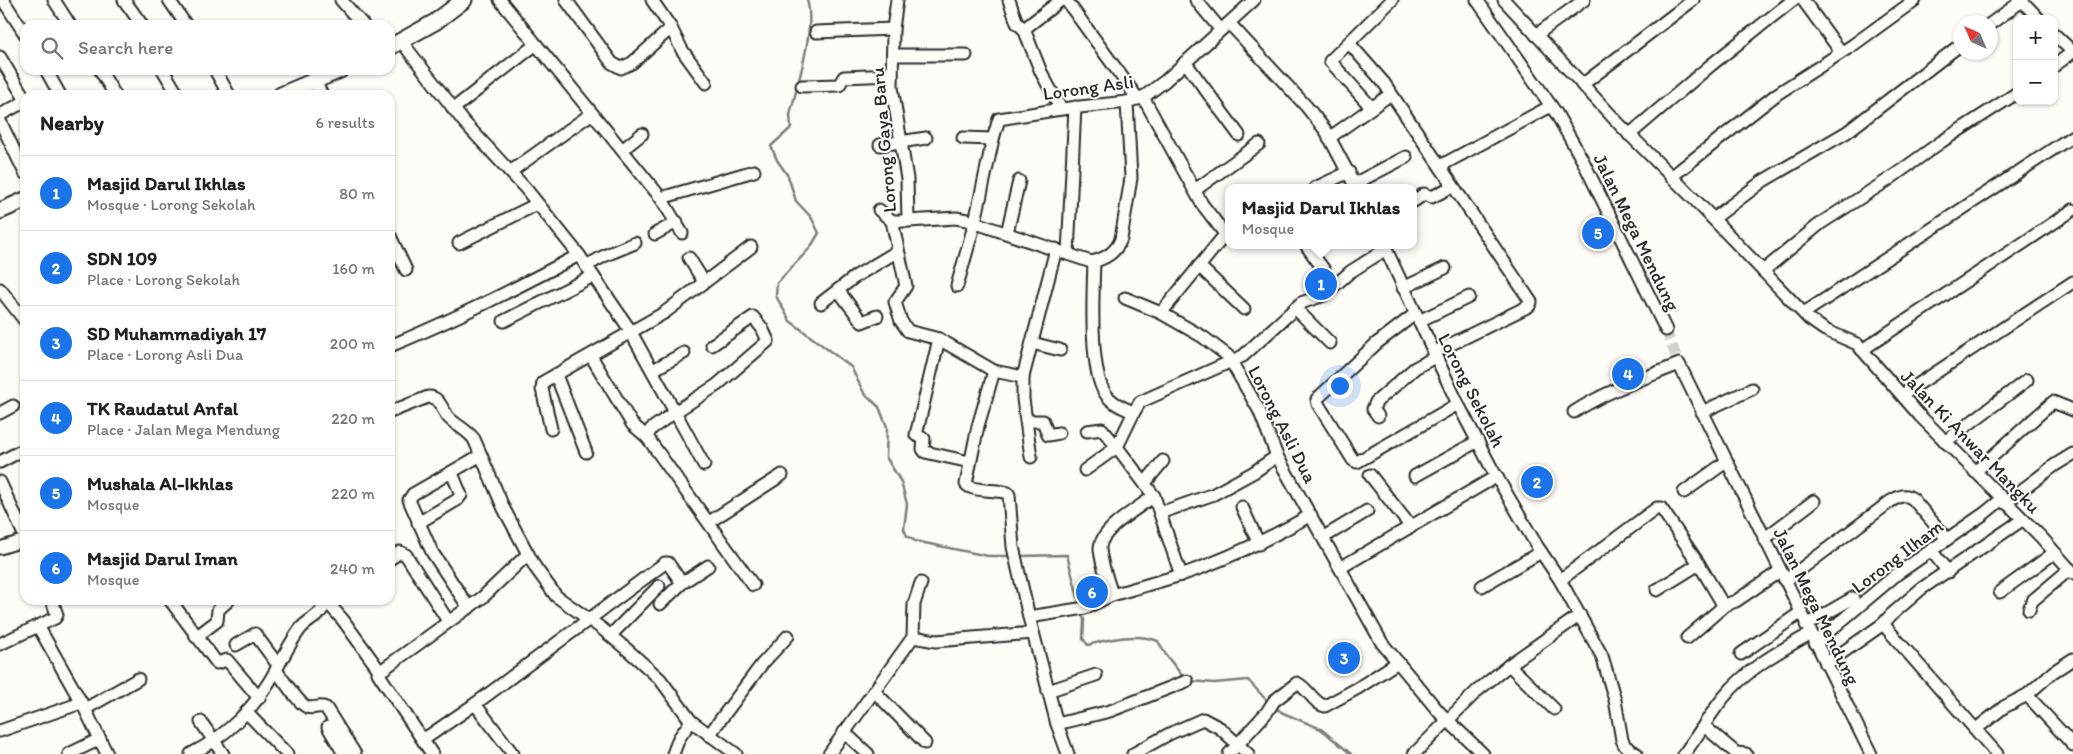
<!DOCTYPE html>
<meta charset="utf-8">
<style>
body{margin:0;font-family:Itim,sans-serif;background:#f6f6f6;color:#202124}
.controls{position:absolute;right:15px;top:15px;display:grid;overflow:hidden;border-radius:10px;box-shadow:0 1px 4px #0004}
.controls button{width:45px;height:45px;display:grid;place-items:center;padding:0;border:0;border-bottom:1px solid #e0e0e0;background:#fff;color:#202124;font:25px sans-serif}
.compass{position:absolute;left:1953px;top:15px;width:45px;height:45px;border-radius:50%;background:#fff;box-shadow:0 1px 4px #0004;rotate:315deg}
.you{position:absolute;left:1339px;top:385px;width:18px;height:18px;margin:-12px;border:4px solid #fff;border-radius:50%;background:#1a73e8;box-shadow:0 0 0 8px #1a73e833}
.badge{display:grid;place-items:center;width:32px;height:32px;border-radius:50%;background:#1a73e8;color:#fff;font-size:16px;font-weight:700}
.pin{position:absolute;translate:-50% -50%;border:2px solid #fff;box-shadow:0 1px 5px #0006}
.popup{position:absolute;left:1225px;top:184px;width:192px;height:65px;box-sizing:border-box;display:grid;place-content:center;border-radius:10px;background:#fff;filter:drop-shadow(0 1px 4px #0005);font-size:16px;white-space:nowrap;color:#757577}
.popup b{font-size:19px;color:#202124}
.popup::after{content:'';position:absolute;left:50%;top:100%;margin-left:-10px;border:10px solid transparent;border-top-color:#fff}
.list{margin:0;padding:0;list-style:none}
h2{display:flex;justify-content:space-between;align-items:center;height:65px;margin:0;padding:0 20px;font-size:21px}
h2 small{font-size:16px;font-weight:400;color:#757577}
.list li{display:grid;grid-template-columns:32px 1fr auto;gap:15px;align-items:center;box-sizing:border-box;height:75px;padding:0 20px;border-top:1px solid #e0e0e0}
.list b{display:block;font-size:19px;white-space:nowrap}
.list p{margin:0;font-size:16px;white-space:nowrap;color:#757577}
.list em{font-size:16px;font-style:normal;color:#757577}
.icon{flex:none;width:28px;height:28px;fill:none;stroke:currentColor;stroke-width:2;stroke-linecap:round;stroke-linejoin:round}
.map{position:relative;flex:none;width:2073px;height:754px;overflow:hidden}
.search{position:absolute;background:#fff;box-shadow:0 1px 4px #0004;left:20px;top:20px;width:375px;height:55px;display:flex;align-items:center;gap:12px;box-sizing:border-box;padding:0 18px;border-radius:15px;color:#757577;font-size:19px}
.panel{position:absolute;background:#fff;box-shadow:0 1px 4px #0004;left:20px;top:90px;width:375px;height:515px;border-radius:15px}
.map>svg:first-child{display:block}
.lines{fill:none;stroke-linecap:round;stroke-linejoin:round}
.stream{stroke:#7e7d7b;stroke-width:2.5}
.minor-tunnel{stroke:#d3d2ce;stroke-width:11;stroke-dasharray:11 5.5;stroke-linecap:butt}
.minor-casing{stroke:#2b2b2b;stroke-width:15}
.major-casing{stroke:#2b2b2b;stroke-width:19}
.minor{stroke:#fdfcf7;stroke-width:11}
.major{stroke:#fdfcf7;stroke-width:15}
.labels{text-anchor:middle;stroke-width:4;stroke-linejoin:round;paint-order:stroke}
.street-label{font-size:19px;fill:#2b2b2b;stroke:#fdfcf7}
</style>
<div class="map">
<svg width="2073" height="754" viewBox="0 0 2073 754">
<rect width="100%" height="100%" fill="#fdfcf7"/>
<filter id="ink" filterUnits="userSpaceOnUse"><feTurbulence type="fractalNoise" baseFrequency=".02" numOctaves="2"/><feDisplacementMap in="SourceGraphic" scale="10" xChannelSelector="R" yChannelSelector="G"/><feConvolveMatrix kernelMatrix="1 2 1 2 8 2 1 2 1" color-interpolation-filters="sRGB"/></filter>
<g filter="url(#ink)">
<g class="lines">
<g class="stream">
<path d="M807,0C816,29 797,85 790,115L791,128L771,146L777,160L788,176L796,201L811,217L819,233L810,248L777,283L776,296L790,321L851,367L864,393L879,407L887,427L886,457L901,482L907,504L904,529L907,536L915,541L988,556H1011"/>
<path d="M1019,556L1067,555L1080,605"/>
<path d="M1082,613L1084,620L1083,639L1088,645C1108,639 1138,633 1158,641L1166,655L1184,678"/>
<path d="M1191,681L1214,683L1248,680L1270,704"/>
<path d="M1274,707L1283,713L1321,729L1351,754"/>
</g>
<path class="minor-tunnel" d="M1666,330L1679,364"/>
<defs>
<g id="minor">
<path d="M3,0L25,34"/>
<path d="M54,0L70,25"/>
<path d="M124,0L142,25"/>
<path d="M169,0L186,25"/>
<path d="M341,0L363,25"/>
<path d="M500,0L661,198L682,233"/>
<path d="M566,0L612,63L621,68L632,63L671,28L682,50L706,83"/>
<path d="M652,0L671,28"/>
<path d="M897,0L893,29L892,87L907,179L908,221H892L906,286L895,302L901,321L908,331L939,339L994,371L1023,377L1056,249"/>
<path d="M1009,0L1017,23L1024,29L1061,0"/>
<path d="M1066,0L1138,99"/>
<path d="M1196,0L1220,29"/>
<path d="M1477,0L1556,113L1583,161L1666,330"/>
<path d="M1504,0L1621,126L1696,201L1809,319L1825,330L1857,344L1920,416L2041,537L2073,573"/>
<path d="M1803,0L1841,52"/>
<path d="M2021,0L2039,19"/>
<path d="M1229,23L1306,106L1326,131L1356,188"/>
<path d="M1990,24L2022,1"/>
<path d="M1024,29L1041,72L1061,109"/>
<path d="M816,32L893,29"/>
<path d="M2054,34L2073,52"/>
<path d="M1536,35L1584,0"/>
<path d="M401,41L464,122L526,189L579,255L628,327L675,412L651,429L647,437L753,585"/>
<path d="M1349,43L1384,83L1531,302L1529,306L1433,353"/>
<path d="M893,55H966"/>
<path d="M0,57L25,99L24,102L0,115"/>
<path d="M1185,62L1239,135"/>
<path d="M2054,66L2073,52"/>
<path d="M46,70L60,95"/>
<path d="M100,70L115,95"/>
<path d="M163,70L178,95"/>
<path d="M215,70L229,95"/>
<path d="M315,81L322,95"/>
<path d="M1582,85L1693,0"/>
<path d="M802,86L839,85L844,77L892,75"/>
<path d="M1143,97L1202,204L1225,234"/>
<path d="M1371,107L1330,61L1392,0"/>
<path d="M453,109L535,45"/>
<path d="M0,121L25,173"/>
<path d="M1629,135L1711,65L1793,0"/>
<path d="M963,138L993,139"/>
<path d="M1329,138L1391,94"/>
<path d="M880,145L926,138"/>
<path d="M622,150L642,134"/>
<path d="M1440,166L1551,106"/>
<path d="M510,172L591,114"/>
<path d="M1671,177L1777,94L1853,45L1915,0"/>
<path d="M1354,184L1406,157"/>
<path d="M1315,188L1349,172"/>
<path d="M1195,190L1259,144"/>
<path d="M661,198L754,171"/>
<path d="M1414,201L1424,194L1432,197L1453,186"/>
<path d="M879,210L892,221"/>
<path d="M1713,219L1763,181L1847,132L1960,45"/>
<path d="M908,221L956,218L967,220L1091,262C1105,259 1116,253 1121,239L1131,178L1127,102"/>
<path d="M1228,231L1161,313L1203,337L1228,356L1259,410L1277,456L1382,643L1439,712L1483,754"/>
<path d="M1007,233L1019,181"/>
<path d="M655,234L677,222"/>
<path d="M390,236L406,270"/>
<path d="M459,243L537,204"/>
<path d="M1306,245L1324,270"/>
<path d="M1384,245L1458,404L1491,467L1537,546L1560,580L1602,656L1615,700L1622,740L1625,746L1637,754"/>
<path d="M1068,254L1075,107"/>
<path d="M689,258L704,282"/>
<path d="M1094,262C1093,291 1089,370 1105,393C1111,403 1123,408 1134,412"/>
<path d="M586,266L606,255L635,243"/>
<path d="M1199,266L1244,309"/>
<path d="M1763,271L1821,223L1888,180L1941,142L2017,93"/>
<path d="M957,286L975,222L993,139L999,119L1061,109L1127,102L1145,96L1165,81L1254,0"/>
<path d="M1403,288L1445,268"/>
<path d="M0,289L25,321"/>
<path d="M838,290L862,322L877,316"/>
<path d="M1125,298L1161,313"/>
<path d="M821,303L856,276L898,251"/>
<path d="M1295,308L1330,343"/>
<path d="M1804,313L2073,136"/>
<path d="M1415,314L1377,343L1319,397L1317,399L1318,404L1353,460L1357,462L1458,404"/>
<path d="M504,321L593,276"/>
<path d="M1419,321L1469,297"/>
<path d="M939,339L916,435L924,439L923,449L925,452L970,462"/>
<path d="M1032,343L1060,350"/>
<path d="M390,346C456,319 516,288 579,255"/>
<path d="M1862,350L2073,210"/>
<path d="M591,356L632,424L647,437"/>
<path d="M653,370L684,353"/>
<path d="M994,371L978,426L966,484C972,492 997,489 1008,493L1009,495L1013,547L1029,617L1085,608L1112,595L1181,575"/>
<path d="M556,375L586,452"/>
<path d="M1023,377V399L1031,457"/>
<path d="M1902,395L2073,282"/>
<path d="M390,412L428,397C440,396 442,411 449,418C457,426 467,430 474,439L504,509L535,567L556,596L601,628L630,652L660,679L691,721L736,754"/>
<path d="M1574,412C1606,391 1643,379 1679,364L1871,754"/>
<path d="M1702,412L1752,389"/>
<path d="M0,413L13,406"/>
<path d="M1378,416L1373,409L1376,402L1415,368L1435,357"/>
<path d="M1027,421H1043L1048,435L1059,433"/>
<path d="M551,429L542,389L543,382L664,313L751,247"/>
<path d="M1945,442L2027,380"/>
<path d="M0,462L21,451"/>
<path d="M704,465L675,412L717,385L768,341L762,328L753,317L712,345"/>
<path d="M1085,470L1117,447L1102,429L1087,431"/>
<path d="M1975,472L2053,402L2073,410"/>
<path d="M1370,475L1411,527"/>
<path d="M1415,476L1478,441"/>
<path d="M0,482L25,537"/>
<path d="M1145,483L1163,461"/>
<path d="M1684,492L1726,462"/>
<path d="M2005,503L2055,465L2073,454"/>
<path d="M1242,507L1259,544"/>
<path d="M1160,513L1214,494L1254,472L1277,456"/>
<path d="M1311,515C1269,539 1227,559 1181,575L1154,496L1117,447L1134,412L1140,402L1243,356L1301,303L1324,295L1350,272L1386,249"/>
<path d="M709,522L782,475"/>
<path d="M418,523L457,500L461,495L452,473"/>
<path d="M1324,537L1367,511"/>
<path d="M1764,539L1814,501"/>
<path d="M0,548L25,540"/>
<path d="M1931,550L1948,572"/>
<path d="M390,559L400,552L406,555L448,621"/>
<path d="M1340,568L1497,476"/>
<path d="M1560,580L1657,508H1661L1699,564L1722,603L1725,605L1736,601L1780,571"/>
<path d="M1785,581L1891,501C1900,496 1905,493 1913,499L1947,539"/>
<path d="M1482,586L1541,552"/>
<path d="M1657,590L1699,564"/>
<path d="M2000,592L2054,553"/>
<path d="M1112,595C1108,580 1101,564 1100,549C1099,530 1140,507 1154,496"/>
<path d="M170,600L217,663L227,660L259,698"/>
<path d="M328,603L343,620L379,670"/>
<path d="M660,604L682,583"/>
<path d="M469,608L432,552L409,500L413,494L481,455"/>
<path d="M2029,610L2032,601L2070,569"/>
<path d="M1029,617L1057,724L1068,754"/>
<path d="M1883,624L1997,754"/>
<path d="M1806,625L1853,598"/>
<path d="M38,626L85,709L107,754"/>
<path d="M611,635L659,586"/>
<path d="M196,637L217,621L218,610L229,600"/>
<path d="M913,637L936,641L1033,633"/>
<path d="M1687,638L1725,605"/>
<path d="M1815,643L1897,574L1985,513L2002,499"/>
<path d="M0,644L55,618L57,615L52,600"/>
<path d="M236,645L255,634L278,665"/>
<path d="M1741,654L1800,613"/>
<path d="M1826,664L1883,624L1891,615L1921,589L2022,520"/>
<path d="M1509,665L1554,709"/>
<path d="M276,670C282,678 299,704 307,707C314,710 319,704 326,708L355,754"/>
<path d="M874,691L925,743"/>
<path d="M1048,691L1096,675"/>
<path d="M2027,695L2073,745"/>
<path d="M475,704L513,754"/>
<path d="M85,709L138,679"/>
<path d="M247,713L287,754"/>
<path d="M201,722L223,754"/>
<path d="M1057,724L1110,711L1187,681"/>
<path d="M1704,726L1736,753L1746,754"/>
<path d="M328,727L344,754"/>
<path d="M1976,729L2004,707L2027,695L2053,672L2073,659"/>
<path d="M0,731L81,703"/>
<path d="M844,732L868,754"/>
<path d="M709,735L762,664L788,636"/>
<path d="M423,740L475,704L665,563H668L682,583L708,566"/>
<path d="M69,754L100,739"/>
<path d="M191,754C228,735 254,709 275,672C283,657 291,641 301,628C309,619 325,614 325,600"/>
<path d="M432,754L378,673L483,597L528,554"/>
<path d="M673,754L679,738L691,721"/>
<path d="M829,754L913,637L914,604L921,583"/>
<path d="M1133,754L1169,734L1203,719L1220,728L1248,754"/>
<path d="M1229,754L1267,712L1274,701L1297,683C1308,688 1314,704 1325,706L1358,688L1398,662"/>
<path d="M1414,754L1477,691L1509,665L1580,615"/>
<path d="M1684,754C1698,736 1709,715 1724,697C1747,669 1779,651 1810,634"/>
</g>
<g id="major">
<path d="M390,47L435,22L464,0"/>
<path d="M281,95L340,70"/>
<path d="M0,211L25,200"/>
</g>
</defs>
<use href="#minor" class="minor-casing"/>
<use href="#major" class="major-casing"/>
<use href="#minor" class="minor"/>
<use href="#major" class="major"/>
</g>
</g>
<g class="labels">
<g class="street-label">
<text transform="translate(1088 87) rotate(-8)" y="7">Lorong Asli</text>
<text transform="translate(883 140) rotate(-95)" y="7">Lorong Gaya Baru</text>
<text transform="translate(1637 232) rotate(64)" y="7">Jalan Mega Mendung</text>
<text transform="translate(1472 390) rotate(63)" y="7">Lorong Sekolah</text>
<text transform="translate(1283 424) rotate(63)" y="7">Lorong Asli Dua</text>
<text transform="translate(1971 441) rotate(46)" y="7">Jalan Ki Anwar Mangku</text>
<text transform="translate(1897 556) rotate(-37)" y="7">Lorong Ilham</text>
<text transform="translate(1817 606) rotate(64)" y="7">Jalan Mega Mendung</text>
</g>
</g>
</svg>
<div class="controls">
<button>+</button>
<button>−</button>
</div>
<svg class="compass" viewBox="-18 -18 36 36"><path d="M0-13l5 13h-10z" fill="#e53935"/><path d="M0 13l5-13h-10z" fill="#757577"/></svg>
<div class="you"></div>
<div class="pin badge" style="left:1321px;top:284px">1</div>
<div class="popup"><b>Masjid Darul Ikhlas</b>Mosque</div>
<div class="pin badge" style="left:1537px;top:482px">2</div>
<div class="pin badge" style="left:1344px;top:658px">3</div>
<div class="pin badge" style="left:1628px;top:374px">4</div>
<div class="pin badge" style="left:1598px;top:233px">5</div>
<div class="pin badge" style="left:1092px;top:592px">6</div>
<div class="search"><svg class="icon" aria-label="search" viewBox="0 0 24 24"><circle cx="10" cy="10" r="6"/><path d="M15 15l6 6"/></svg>Search here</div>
<section class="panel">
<h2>Nearby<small>6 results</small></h2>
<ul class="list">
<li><span class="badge">1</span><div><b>Masjid Darul Ikhlas</b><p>Mosque · Lorong Sekolah</p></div><em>80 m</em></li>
<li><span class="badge">2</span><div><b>SDN 109</b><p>Place · Lorong Sekolah</p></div><em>160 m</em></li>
<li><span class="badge">3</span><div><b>SD Muhammadiyah 17</b><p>Place · Lorong Asli Dua</p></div><em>200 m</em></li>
<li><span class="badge">4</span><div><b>TK Raudatul Anfal</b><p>Place · Jalan Mega Mendung</p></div><em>220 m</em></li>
<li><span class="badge">5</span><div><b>Mushala Al-Ikhlas</b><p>Mosque</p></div><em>220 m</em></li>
<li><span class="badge">6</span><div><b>Masjid Darul Iman</b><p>Mosque</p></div><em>240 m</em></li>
</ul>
</section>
</div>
◆ ◆ ◆ ◆ ◆ ◆ ◆
WHAT TO WORK ON |
How many lines of the entries contain the string "casing"? Answer with a number and no other words.

RESPONSE TO THE EXERCISE |
4